Die Welt ist immer komplexer und ändert sich schnell auf oft unvorhersehbare Weise. Darauf schnell und flexibel zu reagieren, ist überlebensnotwendig für Unternehmen. Agil führen – das beschreibt diese Herausforderung für viele Führungskräfte. Wie das gelingt, zeigt dieses Kapitel.
Der erste Abschnitt liefert eine Definition für agile Führung, der zweite Abschnitt zeigt agilePrinzipien und Führungsmethoden, danach kommen Merkmale agiler Führung und Tipps für agiles Führen in der Praxis. …
In diesem Beitrag:
Definition von agiler Führung
Was ist agile Führung? Mit Agilität verbinden Menschen hohe Beweglichkeit. Das trifft es gut, was mit agil führen gemeint ist. Hier die Definition:
Agile Führung beinhaltet alle Maßnahmen, die Entscheidungen und Verhalten in einem Verantwortungsbereich schnell, flexibel und gut angepasst machen.

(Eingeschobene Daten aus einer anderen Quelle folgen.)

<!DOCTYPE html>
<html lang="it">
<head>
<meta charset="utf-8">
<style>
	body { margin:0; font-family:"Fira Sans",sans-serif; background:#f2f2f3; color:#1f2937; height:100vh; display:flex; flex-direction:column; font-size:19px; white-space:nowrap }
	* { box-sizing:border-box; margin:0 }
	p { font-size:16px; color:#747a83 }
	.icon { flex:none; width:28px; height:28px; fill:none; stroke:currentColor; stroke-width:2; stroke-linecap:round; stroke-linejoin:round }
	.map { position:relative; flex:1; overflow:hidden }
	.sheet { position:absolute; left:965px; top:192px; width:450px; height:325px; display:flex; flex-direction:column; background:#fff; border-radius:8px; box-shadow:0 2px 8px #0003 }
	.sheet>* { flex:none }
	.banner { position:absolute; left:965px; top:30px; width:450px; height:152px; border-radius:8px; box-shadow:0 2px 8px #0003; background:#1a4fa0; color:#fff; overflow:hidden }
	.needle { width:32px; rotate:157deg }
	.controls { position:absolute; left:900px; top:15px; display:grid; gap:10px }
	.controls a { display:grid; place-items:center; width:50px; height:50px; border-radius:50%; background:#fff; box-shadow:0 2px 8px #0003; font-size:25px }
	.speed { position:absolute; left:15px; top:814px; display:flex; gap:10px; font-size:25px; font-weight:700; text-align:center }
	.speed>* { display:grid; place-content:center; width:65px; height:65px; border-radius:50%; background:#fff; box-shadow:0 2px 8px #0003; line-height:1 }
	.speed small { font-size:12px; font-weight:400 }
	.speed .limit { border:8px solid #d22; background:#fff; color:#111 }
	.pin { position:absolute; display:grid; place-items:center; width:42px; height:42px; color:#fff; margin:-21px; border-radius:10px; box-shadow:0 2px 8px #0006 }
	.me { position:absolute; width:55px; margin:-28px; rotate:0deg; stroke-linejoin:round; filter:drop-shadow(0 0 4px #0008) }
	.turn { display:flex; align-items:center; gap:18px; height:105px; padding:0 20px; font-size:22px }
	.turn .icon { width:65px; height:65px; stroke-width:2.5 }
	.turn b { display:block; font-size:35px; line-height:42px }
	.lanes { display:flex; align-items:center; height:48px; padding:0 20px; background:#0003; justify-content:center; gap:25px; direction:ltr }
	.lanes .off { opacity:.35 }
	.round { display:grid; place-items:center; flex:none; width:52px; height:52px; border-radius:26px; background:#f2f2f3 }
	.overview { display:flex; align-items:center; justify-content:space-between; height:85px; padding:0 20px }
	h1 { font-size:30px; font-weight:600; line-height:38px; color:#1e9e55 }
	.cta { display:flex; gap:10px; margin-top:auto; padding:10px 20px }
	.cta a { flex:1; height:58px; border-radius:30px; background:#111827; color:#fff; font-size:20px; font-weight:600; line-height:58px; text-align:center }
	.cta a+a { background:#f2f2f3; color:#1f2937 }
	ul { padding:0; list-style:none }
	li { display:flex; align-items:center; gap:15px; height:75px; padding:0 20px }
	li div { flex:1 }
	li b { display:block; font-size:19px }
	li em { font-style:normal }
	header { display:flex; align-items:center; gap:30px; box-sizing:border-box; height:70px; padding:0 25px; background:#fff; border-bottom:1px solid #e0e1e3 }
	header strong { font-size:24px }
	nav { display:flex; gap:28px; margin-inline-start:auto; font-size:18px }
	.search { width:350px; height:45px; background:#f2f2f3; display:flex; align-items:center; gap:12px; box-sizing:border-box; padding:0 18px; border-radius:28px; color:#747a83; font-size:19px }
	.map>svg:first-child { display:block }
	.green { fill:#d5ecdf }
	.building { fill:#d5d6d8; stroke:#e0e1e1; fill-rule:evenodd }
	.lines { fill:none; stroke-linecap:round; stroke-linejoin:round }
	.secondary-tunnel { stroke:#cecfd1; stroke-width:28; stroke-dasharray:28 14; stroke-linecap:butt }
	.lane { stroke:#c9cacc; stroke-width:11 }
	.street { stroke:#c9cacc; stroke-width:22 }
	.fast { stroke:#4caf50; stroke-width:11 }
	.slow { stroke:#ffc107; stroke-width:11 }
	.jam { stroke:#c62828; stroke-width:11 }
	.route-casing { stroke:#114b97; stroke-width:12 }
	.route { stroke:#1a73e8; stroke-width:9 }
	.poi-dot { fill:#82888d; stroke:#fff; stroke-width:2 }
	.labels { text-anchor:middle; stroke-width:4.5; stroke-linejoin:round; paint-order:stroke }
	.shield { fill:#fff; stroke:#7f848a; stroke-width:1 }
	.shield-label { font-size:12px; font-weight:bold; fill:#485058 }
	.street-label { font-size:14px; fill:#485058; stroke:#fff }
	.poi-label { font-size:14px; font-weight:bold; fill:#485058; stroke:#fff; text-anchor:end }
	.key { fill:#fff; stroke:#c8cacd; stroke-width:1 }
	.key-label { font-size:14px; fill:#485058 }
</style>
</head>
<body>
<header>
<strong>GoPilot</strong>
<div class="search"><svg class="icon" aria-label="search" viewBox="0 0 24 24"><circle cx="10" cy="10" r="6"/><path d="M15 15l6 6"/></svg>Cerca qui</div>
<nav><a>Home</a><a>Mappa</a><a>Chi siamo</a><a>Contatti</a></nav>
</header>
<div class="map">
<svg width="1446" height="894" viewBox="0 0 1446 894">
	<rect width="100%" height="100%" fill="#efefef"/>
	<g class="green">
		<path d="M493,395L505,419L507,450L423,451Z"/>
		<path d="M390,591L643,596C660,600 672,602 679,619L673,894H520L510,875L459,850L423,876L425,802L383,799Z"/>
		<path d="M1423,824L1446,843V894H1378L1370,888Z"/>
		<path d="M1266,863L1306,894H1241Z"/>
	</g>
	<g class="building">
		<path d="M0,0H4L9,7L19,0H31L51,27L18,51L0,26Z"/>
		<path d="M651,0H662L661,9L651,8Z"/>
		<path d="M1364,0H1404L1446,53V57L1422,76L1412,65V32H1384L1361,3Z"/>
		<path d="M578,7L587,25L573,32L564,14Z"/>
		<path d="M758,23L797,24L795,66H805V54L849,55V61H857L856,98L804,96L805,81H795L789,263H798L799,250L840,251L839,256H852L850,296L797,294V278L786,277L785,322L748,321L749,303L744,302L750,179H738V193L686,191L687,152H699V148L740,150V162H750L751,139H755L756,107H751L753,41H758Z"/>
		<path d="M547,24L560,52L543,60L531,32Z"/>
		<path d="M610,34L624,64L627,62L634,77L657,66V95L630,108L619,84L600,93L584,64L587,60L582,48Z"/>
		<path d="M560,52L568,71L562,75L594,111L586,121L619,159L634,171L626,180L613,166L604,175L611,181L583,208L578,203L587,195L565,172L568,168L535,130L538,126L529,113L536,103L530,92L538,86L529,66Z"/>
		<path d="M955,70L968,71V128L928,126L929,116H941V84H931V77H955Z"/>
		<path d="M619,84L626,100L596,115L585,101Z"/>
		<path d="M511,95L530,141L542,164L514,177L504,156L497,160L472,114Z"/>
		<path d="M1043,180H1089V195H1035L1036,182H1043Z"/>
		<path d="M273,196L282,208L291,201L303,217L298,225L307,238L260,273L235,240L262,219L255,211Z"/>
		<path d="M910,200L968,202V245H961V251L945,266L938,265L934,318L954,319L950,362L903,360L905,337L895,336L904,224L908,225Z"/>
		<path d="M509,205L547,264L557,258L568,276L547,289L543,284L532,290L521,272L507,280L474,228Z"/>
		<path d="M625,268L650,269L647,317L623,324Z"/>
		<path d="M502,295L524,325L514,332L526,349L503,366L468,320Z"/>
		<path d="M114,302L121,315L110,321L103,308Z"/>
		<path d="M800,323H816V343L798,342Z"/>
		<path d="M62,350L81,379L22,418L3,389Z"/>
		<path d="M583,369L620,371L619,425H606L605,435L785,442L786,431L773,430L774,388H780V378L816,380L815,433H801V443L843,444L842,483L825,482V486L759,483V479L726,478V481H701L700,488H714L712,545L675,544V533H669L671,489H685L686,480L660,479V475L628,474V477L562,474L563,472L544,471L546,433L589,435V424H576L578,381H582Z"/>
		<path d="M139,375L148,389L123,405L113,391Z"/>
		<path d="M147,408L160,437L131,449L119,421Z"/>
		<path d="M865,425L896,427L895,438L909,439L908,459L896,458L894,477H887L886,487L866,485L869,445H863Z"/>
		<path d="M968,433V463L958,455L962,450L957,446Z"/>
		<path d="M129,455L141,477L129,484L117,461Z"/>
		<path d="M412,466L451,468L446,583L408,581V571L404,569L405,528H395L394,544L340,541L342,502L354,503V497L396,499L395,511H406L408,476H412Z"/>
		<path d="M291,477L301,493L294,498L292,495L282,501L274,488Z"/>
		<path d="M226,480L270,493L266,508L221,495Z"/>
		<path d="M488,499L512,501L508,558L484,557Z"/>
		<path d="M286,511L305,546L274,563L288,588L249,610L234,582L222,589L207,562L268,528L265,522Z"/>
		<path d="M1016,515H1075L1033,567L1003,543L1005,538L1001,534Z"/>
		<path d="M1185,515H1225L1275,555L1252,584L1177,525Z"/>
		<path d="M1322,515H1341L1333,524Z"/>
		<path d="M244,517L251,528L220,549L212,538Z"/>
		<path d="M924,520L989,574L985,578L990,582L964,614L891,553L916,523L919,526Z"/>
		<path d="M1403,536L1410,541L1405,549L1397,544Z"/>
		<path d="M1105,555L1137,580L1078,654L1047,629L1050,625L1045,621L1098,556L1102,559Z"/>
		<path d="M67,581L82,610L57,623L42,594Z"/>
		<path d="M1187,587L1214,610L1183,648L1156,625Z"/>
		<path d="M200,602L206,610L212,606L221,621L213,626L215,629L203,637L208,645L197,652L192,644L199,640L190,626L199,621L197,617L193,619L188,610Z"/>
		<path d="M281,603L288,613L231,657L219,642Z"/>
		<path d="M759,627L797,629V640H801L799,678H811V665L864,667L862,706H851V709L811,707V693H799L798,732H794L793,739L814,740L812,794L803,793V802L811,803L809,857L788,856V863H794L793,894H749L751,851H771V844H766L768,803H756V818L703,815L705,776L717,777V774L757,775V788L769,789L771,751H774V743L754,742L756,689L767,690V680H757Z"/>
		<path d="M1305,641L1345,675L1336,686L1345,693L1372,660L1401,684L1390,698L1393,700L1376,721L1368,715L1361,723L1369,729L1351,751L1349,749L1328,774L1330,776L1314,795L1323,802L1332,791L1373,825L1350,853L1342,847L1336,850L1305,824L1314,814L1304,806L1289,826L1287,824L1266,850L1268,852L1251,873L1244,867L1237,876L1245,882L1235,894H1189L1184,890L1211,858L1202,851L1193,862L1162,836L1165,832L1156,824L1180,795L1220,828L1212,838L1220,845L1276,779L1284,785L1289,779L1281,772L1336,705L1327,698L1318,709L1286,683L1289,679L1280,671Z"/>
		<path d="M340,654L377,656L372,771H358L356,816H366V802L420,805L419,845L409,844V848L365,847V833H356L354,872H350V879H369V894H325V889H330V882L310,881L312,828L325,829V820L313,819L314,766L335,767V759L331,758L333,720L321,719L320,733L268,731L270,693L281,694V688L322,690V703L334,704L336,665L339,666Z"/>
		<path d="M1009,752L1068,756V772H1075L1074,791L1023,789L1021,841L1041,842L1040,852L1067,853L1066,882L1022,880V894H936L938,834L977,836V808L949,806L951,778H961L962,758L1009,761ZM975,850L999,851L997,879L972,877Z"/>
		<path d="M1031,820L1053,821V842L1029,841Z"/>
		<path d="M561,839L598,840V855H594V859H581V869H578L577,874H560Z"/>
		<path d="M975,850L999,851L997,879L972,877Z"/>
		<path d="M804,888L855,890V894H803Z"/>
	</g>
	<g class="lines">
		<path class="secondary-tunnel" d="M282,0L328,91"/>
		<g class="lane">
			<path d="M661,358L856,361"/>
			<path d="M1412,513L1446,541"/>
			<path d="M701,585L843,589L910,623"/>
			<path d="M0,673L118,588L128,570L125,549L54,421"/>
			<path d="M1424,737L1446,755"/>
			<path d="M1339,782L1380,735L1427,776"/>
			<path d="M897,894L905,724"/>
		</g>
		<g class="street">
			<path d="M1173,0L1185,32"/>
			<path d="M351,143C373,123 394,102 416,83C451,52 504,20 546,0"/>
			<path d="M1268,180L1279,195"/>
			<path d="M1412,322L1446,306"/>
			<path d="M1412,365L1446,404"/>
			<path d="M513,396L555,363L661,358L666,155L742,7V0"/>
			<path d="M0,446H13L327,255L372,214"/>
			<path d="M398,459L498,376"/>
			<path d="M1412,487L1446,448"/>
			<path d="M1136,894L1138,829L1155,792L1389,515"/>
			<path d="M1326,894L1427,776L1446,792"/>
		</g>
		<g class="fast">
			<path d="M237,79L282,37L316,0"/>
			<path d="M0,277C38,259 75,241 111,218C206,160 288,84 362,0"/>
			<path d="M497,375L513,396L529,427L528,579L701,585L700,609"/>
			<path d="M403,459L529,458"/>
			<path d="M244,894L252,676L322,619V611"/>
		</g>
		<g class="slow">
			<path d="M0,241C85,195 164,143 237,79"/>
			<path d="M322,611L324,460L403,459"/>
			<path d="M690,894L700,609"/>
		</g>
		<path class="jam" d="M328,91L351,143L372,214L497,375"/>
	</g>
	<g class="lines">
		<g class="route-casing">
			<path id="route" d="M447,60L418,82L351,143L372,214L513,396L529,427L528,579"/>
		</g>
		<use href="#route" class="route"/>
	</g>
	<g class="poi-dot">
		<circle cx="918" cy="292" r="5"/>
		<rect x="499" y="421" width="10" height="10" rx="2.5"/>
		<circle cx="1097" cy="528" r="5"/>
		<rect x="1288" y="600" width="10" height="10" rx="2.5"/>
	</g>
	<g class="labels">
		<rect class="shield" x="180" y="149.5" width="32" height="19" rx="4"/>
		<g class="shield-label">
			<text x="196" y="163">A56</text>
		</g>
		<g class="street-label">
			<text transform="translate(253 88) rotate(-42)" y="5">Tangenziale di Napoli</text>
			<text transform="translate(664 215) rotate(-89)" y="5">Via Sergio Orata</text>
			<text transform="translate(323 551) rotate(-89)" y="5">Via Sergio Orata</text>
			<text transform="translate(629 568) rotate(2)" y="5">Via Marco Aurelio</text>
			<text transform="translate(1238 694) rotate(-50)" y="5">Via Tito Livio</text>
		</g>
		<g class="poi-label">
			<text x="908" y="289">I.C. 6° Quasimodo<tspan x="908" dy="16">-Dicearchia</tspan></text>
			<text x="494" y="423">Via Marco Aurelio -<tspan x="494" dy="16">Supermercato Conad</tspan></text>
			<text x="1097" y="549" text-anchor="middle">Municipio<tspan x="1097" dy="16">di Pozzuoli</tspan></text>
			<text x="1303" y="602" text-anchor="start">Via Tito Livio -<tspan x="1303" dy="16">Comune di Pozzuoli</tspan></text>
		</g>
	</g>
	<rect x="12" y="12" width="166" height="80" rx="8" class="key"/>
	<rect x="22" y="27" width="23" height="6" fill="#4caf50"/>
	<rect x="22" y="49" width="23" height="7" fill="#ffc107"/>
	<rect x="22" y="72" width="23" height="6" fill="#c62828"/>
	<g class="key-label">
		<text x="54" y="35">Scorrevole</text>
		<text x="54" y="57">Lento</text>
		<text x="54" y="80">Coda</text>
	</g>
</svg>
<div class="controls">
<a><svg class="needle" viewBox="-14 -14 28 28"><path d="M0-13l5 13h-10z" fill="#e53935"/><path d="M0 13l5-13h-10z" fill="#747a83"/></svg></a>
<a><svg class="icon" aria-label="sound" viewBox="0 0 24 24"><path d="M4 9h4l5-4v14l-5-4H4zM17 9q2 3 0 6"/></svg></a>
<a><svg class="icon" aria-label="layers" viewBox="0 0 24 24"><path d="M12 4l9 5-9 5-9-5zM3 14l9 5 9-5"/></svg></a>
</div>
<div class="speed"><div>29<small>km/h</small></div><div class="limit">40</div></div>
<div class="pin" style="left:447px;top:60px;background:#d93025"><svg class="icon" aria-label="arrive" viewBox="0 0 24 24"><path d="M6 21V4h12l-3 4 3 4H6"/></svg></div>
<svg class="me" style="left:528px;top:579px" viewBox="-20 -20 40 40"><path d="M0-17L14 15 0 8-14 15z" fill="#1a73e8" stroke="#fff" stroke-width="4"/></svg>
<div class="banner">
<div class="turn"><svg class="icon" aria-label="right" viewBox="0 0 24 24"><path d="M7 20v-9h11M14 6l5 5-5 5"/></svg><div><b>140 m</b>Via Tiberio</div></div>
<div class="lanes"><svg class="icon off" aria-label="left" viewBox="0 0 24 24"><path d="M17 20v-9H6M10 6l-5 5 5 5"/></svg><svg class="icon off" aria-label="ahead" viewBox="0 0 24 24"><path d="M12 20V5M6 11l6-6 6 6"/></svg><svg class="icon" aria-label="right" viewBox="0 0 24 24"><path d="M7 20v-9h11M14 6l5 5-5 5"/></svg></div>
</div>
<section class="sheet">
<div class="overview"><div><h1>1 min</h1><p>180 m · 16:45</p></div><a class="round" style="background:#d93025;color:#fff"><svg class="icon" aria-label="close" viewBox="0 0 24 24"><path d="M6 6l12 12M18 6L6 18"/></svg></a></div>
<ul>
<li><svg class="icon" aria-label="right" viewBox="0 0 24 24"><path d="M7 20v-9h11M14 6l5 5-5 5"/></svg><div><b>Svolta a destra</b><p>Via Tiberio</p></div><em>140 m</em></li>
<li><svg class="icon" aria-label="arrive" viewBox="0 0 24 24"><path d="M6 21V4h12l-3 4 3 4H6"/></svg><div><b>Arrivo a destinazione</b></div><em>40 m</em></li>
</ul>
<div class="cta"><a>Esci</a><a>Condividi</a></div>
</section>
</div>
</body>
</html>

Ein agiler Führungsstil definiert also eine Führungskraft, die das im Führungsverhalten verinnerlicht hat. Diese Definition zeigt: Agile Führung ist eine Denkrichtung, die sich auf verschiedenste Maßnahmen stützt. Agiles Führen ist also ein grundlegendes Mindset, an Führung heranzugehen – nicht ein einzelnes klar umrissenes Verhalten. Es kann daher bei verschiedenen Führungskräften sehr unterschiedlich aussehen. Und es kann sehr verschiedenes betreffen: Wie Prozesse ablaufen (etwa Entscheidungen nach unten verlagern), welche Strukturen bestehen (etwa selbstorganisierte Teamarbeit statt einzelner direkt geführter Mitarbeiter), wie Mitarbeiter ausgewählt und entwickelt werden (z. B. Fokus auf Handlungsfähigkeit) oder welche Kultur im Bereich herrscht (beispielsweise Vertrauen statt Detailplanung und Kontrolle).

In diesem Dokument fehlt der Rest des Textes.